The goal of any good deep learning model is to accomplish some task and/or extract useful information from input data. This could take several forms, such as classifying, clustering, or embedding (i.e. generating new features for) the input samples.

We tell the model how to extract the information we want it to through defining a loss function.

At a high level, neural networks accomplish their task by transforming input features into more useful representations. Below is an example of a hypothetical dataset where we go from input features that are not meaningful to the task at hand (such as clustering samples by type), to a representation that is more meaningful (the samples separate by type). You can call this new representation by a lot of names (feature space, embedding space, latent space, etc.). But the main idea is that this new transformed feature space is more meaningful to the task to be accomplished.

Models create a more meaningful latent space useful to accomplish a given task.

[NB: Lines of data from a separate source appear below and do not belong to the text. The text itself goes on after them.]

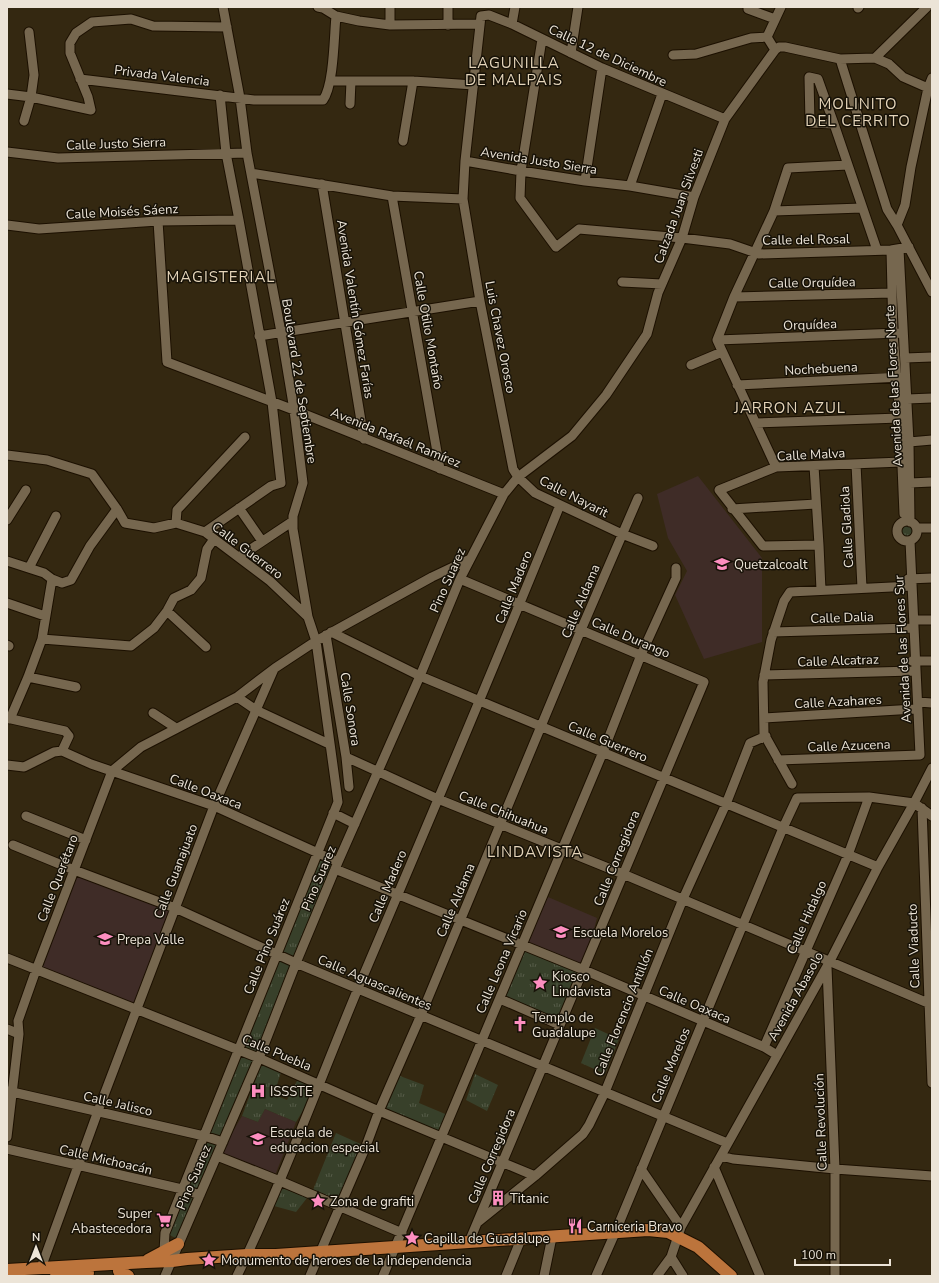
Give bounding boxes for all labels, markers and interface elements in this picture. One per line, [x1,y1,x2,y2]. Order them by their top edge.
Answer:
street label: Calle 12 de Diciembre [545,21,670,91]
district label: LAGUNILLA DE MALPAIS [465,53,563,90]
street label: Privada Valencia [113,61,211,91]
district label: MOLINITO DEL CERRITO [805,94,911,131]
street label: Calle Justo Sierra [66,133,166,155]
street label: Avenida Justo Sierra [479,143,598,179]
street label: Calzada Juan Silvesti [650,146,708,266]
street label: Calle Moisés Sáenz [65,200,179,224]
street label: Avenida Valentín Gómez Farías [332,218,378,400]
street label: Calle del Rosal [762,230,850,250]
district label: MAGISTERIAL [166,267,276,287]
street label: Calle Otilio Montaño [409,269,447,391]
street label: Calle Orquídea [768,273,856,293]
street label: Luis Chavez Orosco [480,280,520,395]
street label: Boulevard 22 de Septiembre [277,297,321,465]
street label: Avenida de las Flores Norte [881,305,907,467]
street label: Orquídea [783,315,837,335]
street label: Nochebuena [784,358,858,380]
district label: JARRON AZUL [733,398,846,418]
street label: Avenida Rafaél Ramírez [328,404,463,472]
street label: Calle Malva [776,444,846,466]
street label: Calle Nayarit [536,472,612,522]
street label: Calle Gladiola [836,486,858,568]
street label: Calle Guerrero [208,518,287,584]
street label: Pino Suarez [426,545,470,616]
street label: Calle Madero [491,548,537,627]
school or university icon: Quetzalcoalt [713,555,731,573]
place label: Quetzalcoalt [734,556,808,574]
street label: Calle Aldama [557,561,605,641]
street label: Avenida de las Flores Sur [890,574,916,723]
street label: Calle Dalia [810,608,874,628]
street label: Calle Durango [588,613,673,663]
street label: Calle Alcatraz [797,651,879,671]
street label: Calle Sonora [335,671,365,747]
street label: Calle Azahares [794,691,882,713]
street label: Calle Guerrero [565,717,650,767]
street label: Calle Azucena [807,736,891,756]
street label: Calle Oaxaca [167,770,245,814]
street label: Calle Chihuahua [456,787,551,839]
street label: Calle Corregidora [589,808,644,909]
street label: Calle Guanajuato [150,821,202,921]
street label: Calle Querétaro [33,832,83,925]
district label: LINDAVISTA [487,842,583,862]
street label: Pino Suarez [297,843,341,914]
street label: Calle Madero [364,847,411,926]
street label: Calle Aldama [432,860,480,940]
street label: Calle Hidalgo [783,878,831,957]
street label: Calle Pino Suárez [239,896,294,997]
street label: Calle Viaducto [904,903,924,989]
street label: Calle Leona Vicario [472,906,532,1016]
school or university icon: Escuela Morelos [552,923,570,941]
place label: Escuela Morelos [573,924,668,942]
school or university icon: Prepa Valle [96,930,114,948]
place label: Prepa Valle [117,931,184,949]
street label: Calle Florencio Antillón [590,946,658,1079]
street label: Avenida Abasolo [764,949,828,1044]
street label: Calle Aguascalientes [315,951,434,1015]
place label: Kiosco Lindavista [552,968,611,1001]
place icon: Kiosco Lindavista [531,974,549,992]
street label: Calle Oaxaca [656,982,733,1028]
place label: Templo de Guadalupe [532,1009,596,1042]
church icon: Templo de Guadalupe [511,1015,529,1033]
street label: Calle Morelos [647,1025,695,1106]
street label: Calle Puebla [239,1030,314,1076]
street label: Calle Revolución [810,1073,832,1171]
hospital icon: ISSSTE [249,1082,267,1100]
place label: ISSSTE [270,1083,313,1101]
street label: Calle Jalisco [81,1087,154,1121]
street label: Calle Corregidora [464,1106,520,1207]
place label: Escuela de educacion especial [270,1124,379,1157]
school or university icon: Escuela de educacion especial [249,1130,267,1148]
street label: Calle Michoacán [57,1140,154,1179]
street label: Pino Suarez [172,1142,216,1213]
building icon: Titanic [489,1189,507,1207]
place label: Titanic [510,1190,549,1208]
place icon: Zona de grafiti [309,1192,327,1210]
place label: Zona de grafiti [330,1193,414,1211]
place label: Super Abastecedora [71,1205,152,1238]
supermarket icon: Super Abastecedora [155,1211,173,1229]
restaurant icon: Carniceria Bravo [566,1217,584,1235]
place label: Carniceria Bravo [587,1218,682,1236]
north arrow [16,1227,56,1267]
place icon: Capilla de Guadalupe [403,1229,421,1247]
text: N [32,1230,40,1245]
place label: Capilla de Guadalupe [424,1230,550,1248]
scale bar [795,1241,890,1267]
text: 100 m [801,1247,836,1263]
place icon: Monumento de heroes de la Independencia [200,1251,218,1269]
place label: Monumento de heroes de la Independencia [221,1252,472,1270]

Lets go a little deeper, rather then just visualizing these hypothetical samples. Each sample has a set of features that describe it. For example, in single cell data each cell (sample) has a set of genes (features) that describe it.
These features are represented as tensors, which is just a fancy name for a vector (i.e. collection of numeric values associated with a sample).

Cells are represented as a multi-dimensional tensor.

Similarly, we can represent the transformed feature space as a tensor.

The latent space can also be represented as a multi-dimensional tensor.

A code walkthrough: Simplified Pollock

Pollock is a single cell classification tool. Here we'll make a simplified version from the ground up.

In doing so, we will (hopefully) build an intuition for basic machine learning data preprocessing and deep learning.

Data preprocessing

We'll use the PBMC3K dataset that ships with the Scanpy single cell analysis library.

def get_pbmc_dataset():
  adata = sc.datasets.pbmc3k()
  processed = sc.datasets.pbmc3k_processed()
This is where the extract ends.